At the frontier of trustworthy AI. E-Group at IEEE SaTML

At one of the world’s only conferences dedicated to the security of machine learning systems, research co-authored by E-Group was presented to an international audience — a pivotal moment for the company.

A stage built for the hardest problems in AI

Every year, researchers from across academia and industry gather at the IEEE Symposium on Security and Trustworthy Machine Learning (also known as SaTML) to confront one of the defining challenges of our era: as machine learning systems grow more capable and more pervasive, how do we ensure they remain safe, fair, and resistant to attack? Hosted this year by TU Munich, SaTML is the international conference dedicated to both the offensive and defensive dimensions of ML security. Featuring over 60 speakers across three days, the event unites researchers from top-tier institutions like MIT and industry giants such as Microsoft, bringing together the world’s leading academic and corporate minds. The conference maintains a selective peer-review process, and acceptance reflects well-founded scientific work.

The research: when contribution scores can’t be trusted

The paper presented at SaTML investigates a subtle but consequential vulnerability at the heart of federated learning: contribution evaluation. Amongs others, it is the result of a collaboration between Marcell Frank from E-Group and Balázs Pejó from CrySyS Lab. Federated learning is an increasingly important paradigm that allows multiple parties to collaboratively train a machine learning model without moving their raw data. Contribution scores – metrics to capture how much each participant improved the model – are central to making this system fair and incentivising honest participation. But what if those scores themselves can be manipulated?

“We rigorously show that both the choice of aggregation method and the presence of attackers can substantially skew contribution scores highlighting the need for more robust contribution evaluation schemes.”

The research identifies two distinct attack surfaces. First, architectural sensitivity: the paper demonstrates that different model aggregation methods can unintentionally but significantly distort contribution scores, even with no malicious intent present.
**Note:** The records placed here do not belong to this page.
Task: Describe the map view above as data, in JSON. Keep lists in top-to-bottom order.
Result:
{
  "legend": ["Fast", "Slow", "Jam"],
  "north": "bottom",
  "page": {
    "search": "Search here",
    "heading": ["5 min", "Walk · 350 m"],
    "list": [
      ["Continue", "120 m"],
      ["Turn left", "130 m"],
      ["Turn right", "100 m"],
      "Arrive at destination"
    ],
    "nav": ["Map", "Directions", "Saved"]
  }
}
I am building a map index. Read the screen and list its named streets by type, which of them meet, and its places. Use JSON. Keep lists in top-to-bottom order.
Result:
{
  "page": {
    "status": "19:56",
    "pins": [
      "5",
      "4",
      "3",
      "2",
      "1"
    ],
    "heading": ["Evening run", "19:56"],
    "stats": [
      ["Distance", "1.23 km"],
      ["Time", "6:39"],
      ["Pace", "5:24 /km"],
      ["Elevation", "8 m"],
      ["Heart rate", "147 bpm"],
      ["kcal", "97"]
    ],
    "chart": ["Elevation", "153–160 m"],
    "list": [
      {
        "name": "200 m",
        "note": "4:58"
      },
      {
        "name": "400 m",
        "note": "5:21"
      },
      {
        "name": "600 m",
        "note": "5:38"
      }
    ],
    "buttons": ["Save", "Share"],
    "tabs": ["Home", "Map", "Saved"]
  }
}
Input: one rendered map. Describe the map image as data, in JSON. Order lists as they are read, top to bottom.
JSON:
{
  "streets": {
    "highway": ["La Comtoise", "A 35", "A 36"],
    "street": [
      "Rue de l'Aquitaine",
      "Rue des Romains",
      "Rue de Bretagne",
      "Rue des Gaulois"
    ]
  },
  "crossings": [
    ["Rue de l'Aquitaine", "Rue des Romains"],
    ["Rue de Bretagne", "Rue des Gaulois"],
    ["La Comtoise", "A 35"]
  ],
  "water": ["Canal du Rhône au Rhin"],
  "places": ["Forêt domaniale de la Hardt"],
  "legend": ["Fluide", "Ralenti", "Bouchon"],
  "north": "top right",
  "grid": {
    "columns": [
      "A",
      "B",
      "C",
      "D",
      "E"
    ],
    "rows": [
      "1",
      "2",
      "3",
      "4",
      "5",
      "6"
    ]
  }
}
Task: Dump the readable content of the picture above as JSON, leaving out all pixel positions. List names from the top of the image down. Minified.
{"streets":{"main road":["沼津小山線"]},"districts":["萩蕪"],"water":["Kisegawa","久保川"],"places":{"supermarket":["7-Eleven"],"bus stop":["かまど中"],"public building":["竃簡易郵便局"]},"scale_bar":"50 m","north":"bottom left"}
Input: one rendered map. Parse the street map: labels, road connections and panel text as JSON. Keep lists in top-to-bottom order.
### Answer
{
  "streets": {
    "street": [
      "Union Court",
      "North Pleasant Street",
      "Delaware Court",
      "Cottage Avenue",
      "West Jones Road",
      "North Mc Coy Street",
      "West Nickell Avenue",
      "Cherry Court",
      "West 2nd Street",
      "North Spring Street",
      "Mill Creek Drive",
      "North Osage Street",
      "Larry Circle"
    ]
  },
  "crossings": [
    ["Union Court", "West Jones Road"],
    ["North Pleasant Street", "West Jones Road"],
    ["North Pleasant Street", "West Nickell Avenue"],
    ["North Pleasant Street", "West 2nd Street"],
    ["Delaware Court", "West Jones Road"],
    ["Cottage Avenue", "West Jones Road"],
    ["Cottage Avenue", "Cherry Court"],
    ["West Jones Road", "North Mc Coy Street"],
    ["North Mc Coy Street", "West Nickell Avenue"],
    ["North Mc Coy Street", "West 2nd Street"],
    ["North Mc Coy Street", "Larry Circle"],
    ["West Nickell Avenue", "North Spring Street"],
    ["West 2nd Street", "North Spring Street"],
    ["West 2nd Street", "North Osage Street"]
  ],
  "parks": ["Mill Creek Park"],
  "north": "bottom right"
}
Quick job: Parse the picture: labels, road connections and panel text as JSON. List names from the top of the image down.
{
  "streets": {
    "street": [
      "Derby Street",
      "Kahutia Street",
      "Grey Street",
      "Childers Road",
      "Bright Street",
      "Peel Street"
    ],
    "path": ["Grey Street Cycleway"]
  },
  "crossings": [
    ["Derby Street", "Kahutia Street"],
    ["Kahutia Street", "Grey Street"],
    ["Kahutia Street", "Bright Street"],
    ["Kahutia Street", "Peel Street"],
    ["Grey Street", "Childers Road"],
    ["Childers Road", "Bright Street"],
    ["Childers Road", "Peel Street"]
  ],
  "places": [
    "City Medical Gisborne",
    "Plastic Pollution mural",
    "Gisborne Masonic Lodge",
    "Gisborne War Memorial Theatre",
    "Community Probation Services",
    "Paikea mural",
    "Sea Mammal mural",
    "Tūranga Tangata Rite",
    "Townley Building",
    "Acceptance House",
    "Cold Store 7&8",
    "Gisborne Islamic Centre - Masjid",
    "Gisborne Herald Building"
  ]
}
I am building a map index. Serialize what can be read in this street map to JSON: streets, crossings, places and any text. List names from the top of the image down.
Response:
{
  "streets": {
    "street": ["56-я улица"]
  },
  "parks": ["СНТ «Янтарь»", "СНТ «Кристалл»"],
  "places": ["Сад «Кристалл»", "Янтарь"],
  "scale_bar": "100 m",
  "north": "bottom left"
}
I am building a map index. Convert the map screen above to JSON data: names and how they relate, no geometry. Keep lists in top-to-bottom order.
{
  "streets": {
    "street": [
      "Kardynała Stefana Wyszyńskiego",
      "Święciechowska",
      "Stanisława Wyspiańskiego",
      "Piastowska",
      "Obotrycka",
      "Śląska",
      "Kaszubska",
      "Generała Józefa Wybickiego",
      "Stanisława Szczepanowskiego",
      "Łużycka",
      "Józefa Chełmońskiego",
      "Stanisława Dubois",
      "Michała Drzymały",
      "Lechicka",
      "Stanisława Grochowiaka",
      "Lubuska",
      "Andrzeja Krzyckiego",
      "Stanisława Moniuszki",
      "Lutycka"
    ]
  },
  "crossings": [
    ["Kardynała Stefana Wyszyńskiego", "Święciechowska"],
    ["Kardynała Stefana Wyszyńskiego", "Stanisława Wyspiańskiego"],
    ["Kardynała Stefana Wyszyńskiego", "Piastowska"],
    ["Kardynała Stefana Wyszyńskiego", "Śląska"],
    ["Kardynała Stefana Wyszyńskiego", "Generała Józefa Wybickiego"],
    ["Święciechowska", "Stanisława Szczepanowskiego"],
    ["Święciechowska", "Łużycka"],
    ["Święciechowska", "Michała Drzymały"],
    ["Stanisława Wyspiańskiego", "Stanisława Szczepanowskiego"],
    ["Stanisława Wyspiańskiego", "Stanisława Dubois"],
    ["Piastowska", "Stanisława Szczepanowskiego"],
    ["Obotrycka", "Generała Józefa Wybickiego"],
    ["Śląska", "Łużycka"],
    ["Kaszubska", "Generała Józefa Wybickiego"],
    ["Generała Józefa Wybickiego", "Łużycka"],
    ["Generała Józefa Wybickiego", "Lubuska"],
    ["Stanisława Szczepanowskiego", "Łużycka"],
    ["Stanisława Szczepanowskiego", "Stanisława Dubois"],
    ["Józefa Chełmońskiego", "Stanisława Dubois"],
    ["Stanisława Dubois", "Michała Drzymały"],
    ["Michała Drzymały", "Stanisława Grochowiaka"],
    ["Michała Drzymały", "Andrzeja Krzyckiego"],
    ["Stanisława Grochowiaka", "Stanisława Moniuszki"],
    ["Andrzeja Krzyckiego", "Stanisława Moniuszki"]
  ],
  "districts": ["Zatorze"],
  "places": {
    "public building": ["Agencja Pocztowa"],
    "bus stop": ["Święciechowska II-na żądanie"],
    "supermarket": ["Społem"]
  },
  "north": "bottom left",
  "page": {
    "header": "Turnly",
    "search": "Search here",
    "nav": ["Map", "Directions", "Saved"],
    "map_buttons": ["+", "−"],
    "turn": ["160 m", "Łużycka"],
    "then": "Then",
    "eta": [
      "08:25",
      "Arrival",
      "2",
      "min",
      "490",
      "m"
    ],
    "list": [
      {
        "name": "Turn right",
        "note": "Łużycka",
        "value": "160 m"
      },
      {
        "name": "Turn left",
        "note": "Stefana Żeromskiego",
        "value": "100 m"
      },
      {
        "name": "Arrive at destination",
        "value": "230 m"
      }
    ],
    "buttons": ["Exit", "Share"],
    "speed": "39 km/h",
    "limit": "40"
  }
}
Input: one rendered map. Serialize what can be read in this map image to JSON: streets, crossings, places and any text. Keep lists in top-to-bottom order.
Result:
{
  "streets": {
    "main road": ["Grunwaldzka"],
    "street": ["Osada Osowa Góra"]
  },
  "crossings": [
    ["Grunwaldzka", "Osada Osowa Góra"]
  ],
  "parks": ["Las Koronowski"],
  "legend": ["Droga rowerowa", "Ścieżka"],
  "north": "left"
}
Second, and more alarmingly, intentional manipulation: through so-called poisoning attacks, malicious participants can strategically craft their model updates to inflate their own scores or deflate the scores of others.

The findings were validated through extensive experiments across diverse datasets and model architectures, ensuring the results hold across a range of real-world conditions.

Key findings at a glance

  • Standard contribution evaluation is fragile under both benign architectural variation and adversarial conditions.
  • Advanced aggregation methods designed to improve robustness can unintentionally alter fairness outcomes.
  • Poisoning attacks could be adopted by malicious participants to game contribution scoring scheme towards their advantage.
  • The research calls for a new generation of contribution evaluation schemes that are attack-aware by design.

The presentation was delivered by Balázs Pejó, Ph.D. – an assistant professor at CrySyS Lab and Research Lead at E-Group. Such dual role (bridge cutting-edge academic research with applied security work within the industry) is what turns frontier research into real-world capability.

A contribution, not just a presence

Participation in SaTML reflects E-Group’s broader approach to AI: not only keeping pace with developments in the field, but contributing to them. As a co-author in a project spanning three institutions, the only paper from Eastern Europe at the conference shifts E-Group from a regional playerrelevance to the international stage. The research will be published in a special edition of an IEEE journal alongside other studies from the conference, adding a peer-reviewed publication to the company’s growing research portfolio. For clients and partners, it is a concrete indicator that E-Group’s engagement with machine learning security goes beyond awareness; it is grounded in active, published research.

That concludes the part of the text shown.